For patriotic and proud Malawians these finding are unwelcome, of course yet the real problem is that Malawi government and its policy makers still treat access to the Internet as a luxury that should be punished with punitive tax measures ignoring the fact that Internet is a key driver of socioeconomic activities and therefore, national development. In this day and age, a country cannot attract investors if it doesn’t have stable, affordable and standard Internet connection speeds. Gone are the days when Internet could be viewed through the lens of Facebook and other social media platforms where citizens go pastime, entertainment and gossip.

The only time one hears Malawi government officials talking about the Internet is when someone in the position of power, usually politically connected wants social media regulated or some aspects of banned. Do Malawians really want to start this conversation when the Internet has not really taken off in the country? Such approach only reduces the discussion to issues of social media abuse, which only begets the questions of censorship and tight control while ignoring the crucial issue of access and infrastructure development that would increase access quantitatively and qualitatively for all Malawians and not the privileged few.
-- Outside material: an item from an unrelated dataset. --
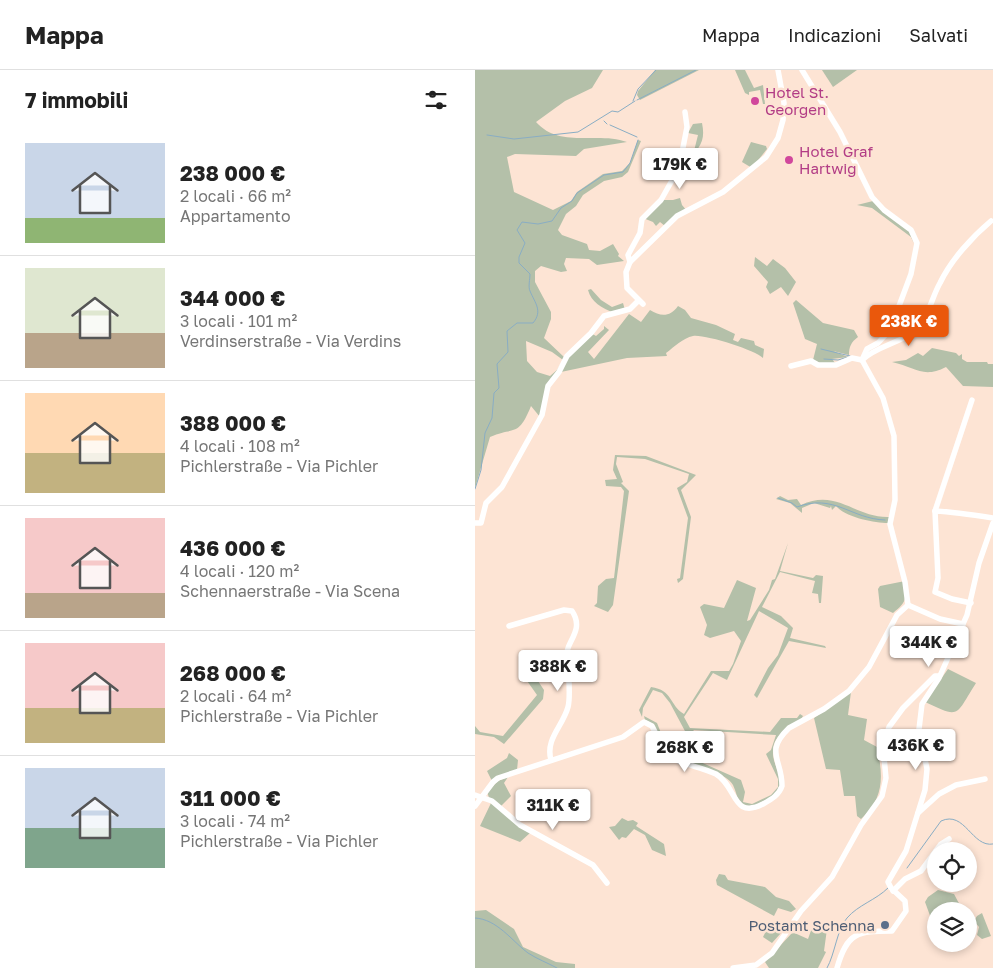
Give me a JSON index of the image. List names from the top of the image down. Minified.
{"places":["Hotel St. Georgen","Hotel Graf Hartwig","Postamt Schenna"],"page":{"header":"Mappa","nav":["Mappa","Indicazioni","Salvati"],"heading":"7 immobili","list":[{"name":"238 000 €","note":"2 locali · 66 m² · Appartamento"},{"name":"344 000 €","note":"3 locali · 101 m² · Verdinserstraße - Via Verdins"},{"name":"388 000 €","note":"4 locali · 108 m² · Pichlerstraße - Via Pichler"},{"name":"436 000 €","note":"4 locali · 120 m² · Schennaerstraße - Via Scena"},{"name":"268 000 €","note":"2 locali · 64 m² · Pichlerstraße - Via Pichler"},{"name":"311 000 €","note":"3 locali · 74 m² · Pichlerstraße - Via Pichler"}],"price":["179K €","238K €","344K €","388K €","436K €","268K €","311K €"]}}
The Freedom House reports notices that the poor growth rates of Internet and mobile phone access in the country are largely a result of the high service costs for consumers. This include “a 17.5% VAT on mobile phones and services, a 16.5% VAT on internet services and an additional 10% excise duty on mobile phone text messages and internet data transfers.”

If one adds this, it comes up to 44% duty on Internet and mobile phone access in the country, ultimately making Internet and mobile phone access a luxury for the majority of Malawians; and, as noticed by the report: “shutting [majority of Malawians] out of an increasingly digital world of important services like mobile banking and money services that could help lift them out of poverty, as well as access to essential communications platforms.”

It is easy to blame poverty in such cases, as the report has done to an extent, yet measuring by the amount of tariffs Malawians pay to access mobile phones and the Internet, Malawi government policies have not been helpful in trying to bring Malawians online. This is not only reducing Malawi into a disconnected country but also a tiered society between the haves and the have-notes. Unfortunately, even the haves have little to celebrate as the expensive Internet speed is “frustratingly slow” and is decreasing due to “poor infrastructure management and lack of investment.”

Interestingly, Malawi government is aware of the importance of ICT for national development, this is clearly stated out in Malawi’s National ICT Policy, 2013. In its preface the policy states out: “ICT is essential for the sustainable development of Malawi … Implementation of ICT policy is encouraged by the prevalent political will existing in the country, which has seen the ICT sector being recognised as on the priority areas with potential of turning around the economy….”

Similarly, Malawi’s telecommunication regulator, MACRA has indicated in its 2015 – 2020 Strategic Plan that its “vision” is “universal access and usage of ICT services in Malawi.” And its “mission” is “to facilitate the development of the ICT Sector through efficient and effective regulation and research.”

The irony is that access to ICTs, particularly mobile phone and Internet services has not improved since 2015 when Malawi government imposed 10% VAT on an industry. This suggests that all these policy documents on ICT are merely a window dresser. The amount of VAT the government is getting from the industry indicates that Malawi government is mainly interested in making money—through taxes and operating licences while ignoring the benefits of ICT to the socioeconomic development of the country and its people.